ParentSquare is marked as high risk because the current database entry lists VPAT: Not found and WCAG claim: No claim.
ParentSquare ADA Compliance
ParentSquare ADA compliance is currently rated High risk in the DistrictCheck tool database. This page summarizes the current VPAT status, WCAG claim, student data exposure, and the next action a district should take.
What ParentSquare ADA compliance means for districts
This tool shows elevated ADA compliance risk because the VPAT is missing, unclear, or paired with weak accessibility claims. Districts should request updated documentation now and flag likely problem areas for review.
Because the tool handles student data, documentation gaps create a more urgent ADA Title II compliance and procurement issue.
ParentSquare accessibility analysis
ParentSquare is currently rated high risk in DistrictCheck because the present documentation record shows VPAT: Not found and WCAG claim: No claim. That combination does not answer every district question on its own, but it gives a concrete starting point for how defensible the tool is today.
For district teams, the practical issue is whether the vendor documentation matches how the product is actually used. Tools that handle student data, required participation, assessments, communication, or multimedia creation deserve closer review because any accessibility gap can quickly become an instructional or legal problem. The strongest next step is to file the current documentation status, identify the highest-risk workflows your teachers actually use, and note whether an accommodation or alternate path is needed if a barrier appears.
DistrictCheck's recommendation for ParentSquare is simple: Request VPAT immediately. As a primary parent communication channel, this falls squarely in ADA Title II scope. Document an accessible alternative communication process in the interim. This page should be treated as a compliance snapshot, then paired with vendor outreach and local implementation notes so your district can show a timely, good-faith review process.
Category guides for ParentSquare
Use these comparison pages to see how ParentSquare fits into broader district procurement and accessibility decisions.
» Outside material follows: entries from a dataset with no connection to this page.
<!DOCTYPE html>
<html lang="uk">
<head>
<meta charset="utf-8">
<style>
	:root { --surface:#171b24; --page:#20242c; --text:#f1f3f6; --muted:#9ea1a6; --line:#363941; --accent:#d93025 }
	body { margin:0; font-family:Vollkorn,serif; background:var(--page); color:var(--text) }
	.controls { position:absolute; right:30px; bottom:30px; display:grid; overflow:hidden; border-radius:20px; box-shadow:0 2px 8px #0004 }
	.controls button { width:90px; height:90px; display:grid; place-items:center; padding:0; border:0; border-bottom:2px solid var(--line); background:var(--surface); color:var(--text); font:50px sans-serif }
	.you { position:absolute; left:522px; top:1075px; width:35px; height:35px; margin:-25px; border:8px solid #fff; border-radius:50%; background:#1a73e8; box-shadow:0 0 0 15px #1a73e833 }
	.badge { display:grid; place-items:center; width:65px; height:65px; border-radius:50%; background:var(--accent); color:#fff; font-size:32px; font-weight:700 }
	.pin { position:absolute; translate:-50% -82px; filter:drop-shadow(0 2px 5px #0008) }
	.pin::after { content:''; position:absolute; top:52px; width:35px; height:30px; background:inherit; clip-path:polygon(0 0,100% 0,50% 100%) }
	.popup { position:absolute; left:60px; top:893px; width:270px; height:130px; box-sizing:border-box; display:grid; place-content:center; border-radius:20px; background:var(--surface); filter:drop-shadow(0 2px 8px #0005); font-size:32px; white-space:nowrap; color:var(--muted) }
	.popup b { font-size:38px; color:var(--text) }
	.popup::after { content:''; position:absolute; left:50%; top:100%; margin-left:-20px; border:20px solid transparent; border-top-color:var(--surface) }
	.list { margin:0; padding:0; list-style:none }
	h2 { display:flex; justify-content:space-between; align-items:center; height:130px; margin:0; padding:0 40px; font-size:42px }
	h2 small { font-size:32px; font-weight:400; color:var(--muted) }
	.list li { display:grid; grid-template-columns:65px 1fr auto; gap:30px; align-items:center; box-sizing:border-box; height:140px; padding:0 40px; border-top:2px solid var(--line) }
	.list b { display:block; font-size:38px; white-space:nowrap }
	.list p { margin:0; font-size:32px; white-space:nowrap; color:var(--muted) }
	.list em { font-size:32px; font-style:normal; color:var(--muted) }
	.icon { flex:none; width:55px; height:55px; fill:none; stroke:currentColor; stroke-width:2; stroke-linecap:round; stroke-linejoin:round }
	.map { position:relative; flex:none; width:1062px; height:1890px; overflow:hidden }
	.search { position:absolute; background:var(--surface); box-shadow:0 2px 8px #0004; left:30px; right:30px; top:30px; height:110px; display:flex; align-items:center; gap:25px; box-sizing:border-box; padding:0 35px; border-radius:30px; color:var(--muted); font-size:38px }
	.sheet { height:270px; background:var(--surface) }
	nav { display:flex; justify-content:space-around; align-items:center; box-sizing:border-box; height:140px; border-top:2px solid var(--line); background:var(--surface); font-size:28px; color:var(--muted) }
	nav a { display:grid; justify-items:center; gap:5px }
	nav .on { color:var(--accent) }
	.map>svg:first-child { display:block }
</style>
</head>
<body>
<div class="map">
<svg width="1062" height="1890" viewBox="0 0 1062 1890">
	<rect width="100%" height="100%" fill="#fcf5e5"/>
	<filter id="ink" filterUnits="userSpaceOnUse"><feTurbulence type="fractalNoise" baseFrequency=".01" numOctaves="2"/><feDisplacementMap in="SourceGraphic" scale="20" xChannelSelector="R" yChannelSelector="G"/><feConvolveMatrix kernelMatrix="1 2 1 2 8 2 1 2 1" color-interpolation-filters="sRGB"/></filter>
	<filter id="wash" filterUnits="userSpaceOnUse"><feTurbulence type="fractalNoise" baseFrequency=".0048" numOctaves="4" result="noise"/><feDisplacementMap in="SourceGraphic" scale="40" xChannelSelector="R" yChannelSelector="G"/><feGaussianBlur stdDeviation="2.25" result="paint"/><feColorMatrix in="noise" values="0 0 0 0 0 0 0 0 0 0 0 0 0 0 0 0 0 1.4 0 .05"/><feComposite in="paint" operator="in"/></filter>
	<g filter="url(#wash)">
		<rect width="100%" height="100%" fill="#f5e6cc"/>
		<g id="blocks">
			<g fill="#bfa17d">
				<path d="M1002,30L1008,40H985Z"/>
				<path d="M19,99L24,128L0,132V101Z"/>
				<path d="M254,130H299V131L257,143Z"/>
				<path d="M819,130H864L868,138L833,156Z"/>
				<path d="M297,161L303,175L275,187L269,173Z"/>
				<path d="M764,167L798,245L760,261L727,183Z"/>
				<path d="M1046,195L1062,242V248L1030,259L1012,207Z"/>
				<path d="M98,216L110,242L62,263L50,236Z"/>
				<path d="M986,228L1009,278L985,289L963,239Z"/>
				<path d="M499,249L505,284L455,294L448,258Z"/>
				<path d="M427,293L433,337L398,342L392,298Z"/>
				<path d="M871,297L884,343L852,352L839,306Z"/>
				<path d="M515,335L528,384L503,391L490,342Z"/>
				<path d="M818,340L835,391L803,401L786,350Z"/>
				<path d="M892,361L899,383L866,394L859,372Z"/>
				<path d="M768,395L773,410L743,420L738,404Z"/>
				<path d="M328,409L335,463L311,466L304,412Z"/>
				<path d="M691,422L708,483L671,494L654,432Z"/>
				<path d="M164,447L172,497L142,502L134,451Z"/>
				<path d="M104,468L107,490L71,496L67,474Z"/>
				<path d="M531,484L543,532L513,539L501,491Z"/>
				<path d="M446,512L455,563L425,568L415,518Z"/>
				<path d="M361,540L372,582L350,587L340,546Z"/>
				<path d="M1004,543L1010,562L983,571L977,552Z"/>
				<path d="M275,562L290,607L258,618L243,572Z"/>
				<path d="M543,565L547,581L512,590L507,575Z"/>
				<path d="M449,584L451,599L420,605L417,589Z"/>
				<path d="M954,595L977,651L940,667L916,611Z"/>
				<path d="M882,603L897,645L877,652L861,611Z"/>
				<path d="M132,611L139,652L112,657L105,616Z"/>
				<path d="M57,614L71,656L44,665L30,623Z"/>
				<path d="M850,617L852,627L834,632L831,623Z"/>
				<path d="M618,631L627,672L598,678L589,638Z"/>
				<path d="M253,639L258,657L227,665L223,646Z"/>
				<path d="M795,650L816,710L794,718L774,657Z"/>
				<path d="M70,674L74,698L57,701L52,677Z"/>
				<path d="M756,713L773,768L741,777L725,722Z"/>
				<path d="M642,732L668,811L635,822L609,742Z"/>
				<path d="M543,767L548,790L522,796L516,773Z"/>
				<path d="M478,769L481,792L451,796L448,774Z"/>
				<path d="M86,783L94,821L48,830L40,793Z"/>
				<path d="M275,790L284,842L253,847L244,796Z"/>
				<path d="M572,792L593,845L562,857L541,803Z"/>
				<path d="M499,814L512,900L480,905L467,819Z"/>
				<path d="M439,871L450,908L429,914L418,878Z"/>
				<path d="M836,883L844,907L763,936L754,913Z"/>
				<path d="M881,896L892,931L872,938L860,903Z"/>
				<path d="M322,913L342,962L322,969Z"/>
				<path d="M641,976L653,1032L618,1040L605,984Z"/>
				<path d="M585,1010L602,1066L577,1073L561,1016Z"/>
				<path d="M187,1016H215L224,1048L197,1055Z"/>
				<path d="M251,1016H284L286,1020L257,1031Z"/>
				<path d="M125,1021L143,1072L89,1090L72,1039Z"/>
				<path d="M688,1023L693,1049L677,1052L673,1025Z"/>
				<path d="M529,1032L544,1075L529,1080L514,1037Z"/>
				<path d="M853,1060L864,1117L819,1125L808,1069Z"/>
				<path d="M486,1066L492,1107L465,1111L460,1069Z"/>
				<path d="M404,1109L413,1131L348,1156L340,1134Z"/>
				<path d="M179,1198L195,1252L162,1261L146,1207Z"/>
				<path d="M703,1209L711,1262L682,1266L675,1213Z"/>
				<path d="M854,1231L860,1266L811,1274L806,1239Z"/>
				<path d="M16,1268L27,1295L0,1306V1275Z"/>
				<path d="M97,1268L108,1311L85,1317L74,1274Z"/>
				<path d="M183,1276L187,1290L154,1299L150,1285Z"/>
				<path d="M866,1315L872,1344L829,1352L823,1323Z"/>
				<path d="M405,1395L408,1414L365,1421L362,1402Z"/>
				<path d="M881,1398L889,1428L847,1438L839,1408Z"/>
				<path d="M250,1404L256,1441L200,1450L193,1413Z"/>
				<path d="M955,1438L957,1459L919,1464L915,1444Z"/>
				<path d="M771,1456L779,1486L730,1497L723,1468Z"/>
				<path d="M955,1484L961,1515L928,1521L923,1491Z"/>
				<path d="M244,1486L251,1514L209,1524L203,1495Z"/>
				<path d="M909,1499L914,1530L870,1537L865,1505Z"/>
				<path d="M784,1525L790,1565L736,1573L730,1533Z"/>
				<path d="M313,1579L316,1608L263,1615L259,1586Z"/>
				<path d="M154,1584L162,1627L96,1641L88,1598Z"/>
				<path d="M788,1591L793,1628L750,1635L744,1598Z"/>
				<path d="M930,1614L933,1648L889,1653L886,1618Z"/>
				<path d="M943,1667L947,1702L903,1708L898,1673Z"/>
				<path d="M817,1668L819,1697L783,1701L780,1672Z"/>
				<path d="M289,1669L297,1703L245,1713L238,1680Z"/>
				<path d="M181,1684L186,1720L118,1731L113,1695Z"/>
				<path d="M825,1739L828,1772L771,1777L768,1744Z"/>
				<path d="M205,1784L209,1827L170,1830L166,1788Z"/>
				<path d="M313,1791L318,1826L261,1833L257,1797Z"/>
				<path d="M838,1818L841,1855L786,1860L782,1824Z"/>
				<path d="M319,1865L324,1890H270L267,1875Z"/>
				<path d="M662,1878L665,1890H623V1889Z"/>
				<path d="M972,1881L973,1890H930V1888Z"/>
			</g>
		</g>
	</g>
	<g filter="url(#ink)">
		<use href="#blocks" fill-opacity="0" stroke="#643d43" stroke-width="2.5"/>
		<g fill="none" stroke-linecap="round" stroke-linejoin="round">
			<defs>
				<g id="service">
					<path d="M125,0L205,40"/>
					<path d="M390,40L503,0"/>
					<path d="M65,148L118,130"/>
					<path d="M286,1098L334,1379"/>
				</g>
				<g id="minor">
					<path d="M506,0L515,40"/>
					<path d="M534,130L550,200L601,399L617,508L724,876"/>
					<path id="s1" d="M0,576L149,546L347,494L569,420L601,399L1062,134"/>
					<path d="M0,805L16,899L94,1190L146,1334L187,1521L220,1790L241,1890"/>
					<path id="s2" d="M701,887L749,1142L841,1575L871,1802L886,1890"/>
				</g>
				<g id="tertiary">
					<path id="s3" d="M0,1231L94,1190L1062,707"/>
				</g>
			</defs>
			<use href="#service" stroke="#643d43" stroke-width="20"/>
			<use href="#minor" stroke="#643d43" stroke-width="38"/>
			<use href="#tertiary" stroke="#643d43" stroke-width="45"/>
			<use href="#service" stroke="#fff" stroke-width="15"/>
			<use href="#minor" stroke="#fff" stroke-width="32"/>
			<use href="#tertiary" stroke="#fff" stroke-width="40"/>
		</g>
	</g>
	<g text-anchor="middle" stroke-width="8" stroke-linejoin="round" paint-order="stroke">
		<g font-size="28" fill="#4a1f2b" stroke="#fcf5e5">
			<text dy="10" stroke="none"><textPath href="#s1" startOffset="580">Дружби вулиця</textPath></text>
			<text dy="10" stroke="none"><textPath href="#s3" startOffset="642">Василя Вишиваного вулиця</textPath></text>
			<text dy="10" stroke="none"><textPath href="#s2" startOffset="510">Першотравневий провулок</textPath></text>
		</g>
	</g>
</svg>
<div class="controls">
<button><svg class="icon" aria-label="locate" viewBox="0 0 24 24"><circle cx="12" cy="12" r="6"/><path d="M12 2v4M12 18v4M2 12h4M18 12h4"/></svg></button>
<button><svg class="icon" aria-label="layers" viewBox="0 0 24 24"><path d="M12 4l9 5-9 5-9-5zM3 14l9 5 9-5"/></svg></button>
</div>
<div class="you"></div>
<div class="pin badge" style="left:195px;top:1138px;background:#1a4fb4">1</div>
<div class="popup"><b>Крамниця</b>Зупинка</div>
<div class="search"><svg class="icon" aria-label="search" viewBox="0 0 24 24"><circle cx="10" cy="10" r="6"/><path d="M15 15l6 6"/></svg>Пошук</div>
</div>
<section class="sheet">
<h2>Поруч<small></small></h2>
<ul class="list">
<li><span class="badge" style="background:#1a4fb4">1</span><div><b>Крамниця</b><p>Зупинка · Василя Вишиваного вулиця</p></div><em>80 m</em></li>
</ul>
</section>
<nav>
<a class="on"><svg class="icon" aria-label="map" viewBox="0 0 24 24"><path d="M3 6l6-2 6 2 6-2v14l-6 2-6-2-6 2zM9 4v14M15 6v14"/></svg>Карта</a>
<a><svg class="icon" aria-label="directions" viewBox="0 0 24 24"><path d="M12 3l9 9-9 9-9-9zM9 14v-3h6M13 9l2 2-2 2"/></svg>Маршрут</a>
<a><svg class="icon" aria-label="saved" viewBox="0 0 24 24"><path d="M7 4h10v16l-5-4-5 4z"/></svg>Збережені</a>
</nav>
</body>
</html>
Next steps for ParentSquare ADA compliance
Use this sequence to document a reasonable, good-faith accessibility review for ParentSquare before or during renewal.
File the current finding
Save this rating, the VPAT status, and the WCAG claim in your district accessibility review log.
Contact the vendor
Request VPAT immediately. As a primary parent communication channel, this falls squarely in ADA Title II scope. Document an accessible alternative communication process in the interim.
Document the interim plan
Record any accommodations, alternate workflows, or annual review notes tied to ParentSquare so your compliance file is complete.
The fastest next step after checking ParentSquare is to audit the full district stack. DistrictCheck's $1,500 pilot covers up to 15 tools, documents the risk tier for each one, and prepares the vendor outreach trail your district can file.
ParentSquare ADA compliance FAQ
Is ParentSquare ADA compliant?
DistrictCheck currently rates ParentSquare as high risk, based on the tool database entry for its VPAT status, WCAG claim, and usage context.
Does ParentSquare have a VPAT?
The current database entry shows Not found. Districts should verify whether a newer VPAT or accessibility conformance report is available directly from the vendor.
What should districts do next?
Request VPAT immediately. As a primary parent communication channel, this falls squarely in ADA Title II scope. Document an accessible alternative communication process in the interim.
Related tools in district stacks
These internal links help you compare adjacent tools and build a fuller picture of district-wide accessibility risk.
Related reading
These DistrictCheck articles add policy context and practical guidance related to ParentSquare.
Need a VPAT from this vendor?
Use DistrictCheck's copy-paste outreach templates to request a VPAT, follow up if needed, and document your good-faith compliance effort.
One tool is useful. The full stack is what matters.
Districts rarely use just one platform. DistrictCheck can review your full edtech stack, assign a risk tier to each tool, and prepare vendor outreach language for the ones that need documentation.